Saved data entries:
★ ★ ★ ★ ★

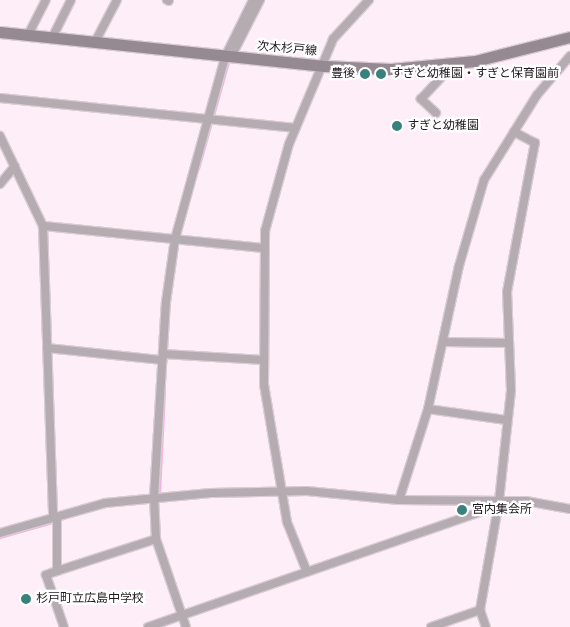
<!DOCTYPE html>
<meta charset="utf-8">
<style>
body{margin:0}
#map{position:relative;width:570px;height:627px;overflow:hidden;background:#feeef8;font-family:"Roboto Serif","Noto Sans JP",serif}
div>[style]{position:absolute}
.stream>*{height:2.5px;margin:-1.25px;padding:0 1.25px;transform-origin:1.25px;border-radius:1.25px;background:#f7b2df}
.roads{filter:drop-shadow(1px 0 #daccd5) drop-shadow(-1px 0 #daccd5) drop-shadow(0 1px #daccd5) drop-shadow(0 -1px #daccd5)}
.street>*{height:8px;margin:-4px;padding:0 4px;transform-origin:4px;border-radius:4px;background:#b5acb2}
.secondary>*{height:11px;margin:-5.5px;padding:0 5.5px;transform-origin:5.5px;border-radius:5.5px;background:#968a92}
.dots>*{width:14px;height:14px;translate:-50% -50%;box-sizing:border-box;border:2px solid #fff;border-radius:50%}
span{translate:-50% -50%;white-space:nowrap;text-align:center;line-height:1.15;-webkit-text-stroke:4.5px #fff;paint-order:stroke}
.street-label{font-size:12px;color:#1f191d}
.poi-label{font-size:12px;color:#1f191d}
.right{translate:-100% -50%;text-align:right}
.left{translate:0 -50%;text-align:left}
</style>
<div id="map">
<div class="stream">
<i style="left:198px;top:169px;width:114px;rotate:-74.3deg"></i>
<i style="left:159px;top:495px;width:104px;rotate:-87.2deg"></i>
<i style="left:0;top:537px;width:58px;rotate:-15.9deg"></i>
</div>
<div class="roads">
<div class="street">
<i style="left:167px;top:0;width:2px;rotate:27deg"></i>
<i style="left:28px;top:35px;width:39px;rotate:-63deg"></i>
<i style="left:52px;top:38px;width:42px;rotate:-63.4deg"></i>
<i style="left:95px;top:42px;width:47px;rotate:-62.4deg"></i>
<i style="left:231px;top:57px;width:64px;rotate:-63deg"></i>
<i style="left:0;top:98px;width:297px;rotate:5.8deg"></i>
<i style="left:436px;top:113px;width:21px;rotate:-137deg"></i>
<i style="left:421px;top:99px;width:37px;rotate:-47deg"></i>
<i style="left:446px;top:72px;width:6px;rotate:-90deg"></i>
<i style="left:0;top:136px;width:100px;rotate:64.5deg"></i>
<i style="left:43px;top:226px;width:292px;rotate:88deg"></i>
<i style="left:0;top:184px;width:23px;rotate:-50deg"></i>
<i style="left:43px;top:226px;width:222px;rotate:5.7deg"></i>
<i style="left:444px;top:342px;width:65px;rotate:0.9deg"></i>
<i style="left:47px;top:348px;width:116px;rotate:6deg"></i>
<i style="left:163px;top:354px;width:101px;rotate:3.4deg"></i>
<i style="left:428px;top:409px;width:79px;rotate:8deg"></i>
<i style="left:399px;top:500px;width:96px;rotate:-72.3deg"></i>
<i style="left:428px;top:409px;width:146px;rotate:-77.8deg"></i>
<i style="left:459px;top:266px;width:90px;rotate:-73.8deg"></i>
<i style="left:484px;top:180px;width:100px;rotate:-58.1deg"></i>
<i style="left:537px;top:95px;width:51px;rotate:-49.8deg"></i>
<i style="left:57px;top:517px;width:54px;rotate:90deg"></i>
<i style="left:57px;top:571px;width:12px;rotate:160deg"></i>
<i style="left:46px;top:575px;width:55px;rotate:70.9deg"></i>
<i style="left:0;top:533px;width:109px;rotate:-15.9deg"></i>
<i style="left:105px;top:503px;width:106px;rotate:-5.4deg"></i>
<i style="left:211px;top:493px;width:96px;rotate:-1.2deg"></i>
<i style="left:307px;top:491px;width:92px;rotate:5.6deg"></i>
<i style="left:399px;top:500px;width:127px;rotate:0.5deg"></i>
<i style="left:526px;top:501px;width:45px;rotate:10.3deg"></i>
<i style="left:57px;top:571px;width:104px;rotate:-17.9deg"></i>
<i style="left:307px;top:572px;width:54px;rotate:-111.8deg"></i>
<i style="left:287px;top:522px;width:139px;rotate:-99.5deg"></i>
<i style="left:264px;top:385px;width:154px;rotate:-89.6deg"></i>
<i style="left:265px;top:231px;width:90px;rotate:-74.6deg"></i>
<i style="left:289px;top:144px;width:103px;rotate:-67.2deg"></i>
<i style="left:329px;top:49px;width:11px;rotate:-68deg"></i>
<i style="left:333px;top:39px;width:53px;rotate:-47.3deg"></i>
<i style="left:480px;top:610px;width:111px;rotate:-80.1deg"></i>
<i style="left:499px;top:501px;width:112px;rotate:-83.8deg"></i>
<i style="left:511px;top:390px;width:98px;rotate:-92.3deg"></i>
<i style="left:507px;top:292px;width:152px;rotate:-79.4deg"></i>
<i style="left:535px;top:143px;width:24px;rotate:-152deg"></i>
<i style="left:148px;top:627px;width:369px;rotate:-19.1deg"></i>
<i style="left:186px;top:627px;width:93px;rotate:-108.8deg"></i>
<i style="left:156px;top:539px;width:42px;rotate:-92.7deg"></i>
<i style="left:154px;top:497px;width:195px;rotate:-86.5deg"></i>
<i style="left:166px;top:302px;width:64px;rotate:-81.9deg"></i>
<i style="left:175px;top:239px;width:189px;rotate:-74.6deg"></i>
<i style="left:225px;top:57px;width:64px;rotate:-63.8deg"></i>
<i style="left:431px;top:627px;width:52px;rotate:-19.1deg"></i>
<i style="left:480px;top:610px;width:18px;rotate:71deg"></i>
</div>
<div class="secondary">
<i style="left:0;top:32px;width:326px;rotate:6deg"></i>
<i style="left:324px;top:66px;width:67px;rotate:2.6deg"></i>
<i style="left:391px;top:69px;width:84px;rotate:-5.4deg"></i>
<i style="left:475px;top:61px;width:98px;rotate:-14.2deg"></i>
</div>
</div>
<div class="dots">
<i style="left:365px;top:74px;background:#39817d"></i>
<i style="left:381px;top:74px;background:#39817d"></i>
<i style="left:397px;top:126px;background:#39817d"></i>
<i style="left:462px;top:510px;background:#39817d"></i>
<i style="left:26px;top:599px;background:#39817d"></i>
</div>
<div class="street-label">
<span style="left:287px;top:49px;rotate:5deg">次木杉戸線</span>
</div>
<div class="poi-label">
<span class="right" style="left:355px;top:74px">豊後</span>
<span class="left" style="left:391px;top:74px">すぎと幼稚園・すぎと保育園前</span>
<span class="left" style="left:407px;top:126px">すぎと幼稚園</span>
<span class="left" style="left:472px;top:510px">宮内集会所</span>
<span class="left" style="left:36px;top:599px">杉戸町立広島中学校</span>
</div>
</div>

★ ★ ★ ★ ★

WORK ORDER: Without the pictures, write out the lines from the beginning of the entries through the line with "0 #daccd5) drop-shadow(-1px".

SOLUTION TO THIS PROBLEM:
<!DOCTYPE html>
<meta charset="utf-8">
<style>
body{margin:0}
#map{position:relative;width:570px;height:627px;overflow:hidden;background:#feeef8;font-family:"Roboto Serif","Noto Sans JP",serif}
div>[style]{position:absolute}
.stream>*{height:2.5px;margin:-1.25px;padding:0 1.25px;transform-origin:1.25px;border-radius:1.25px;background:#f7b2df}
.roads{filter:drop-shadow(1px 0 #daccd5) drop-shadow(-1px 0 #daccd5) drop-shadow(0 1px #daccd5) drop-shadow(0 -1px #daccd5)}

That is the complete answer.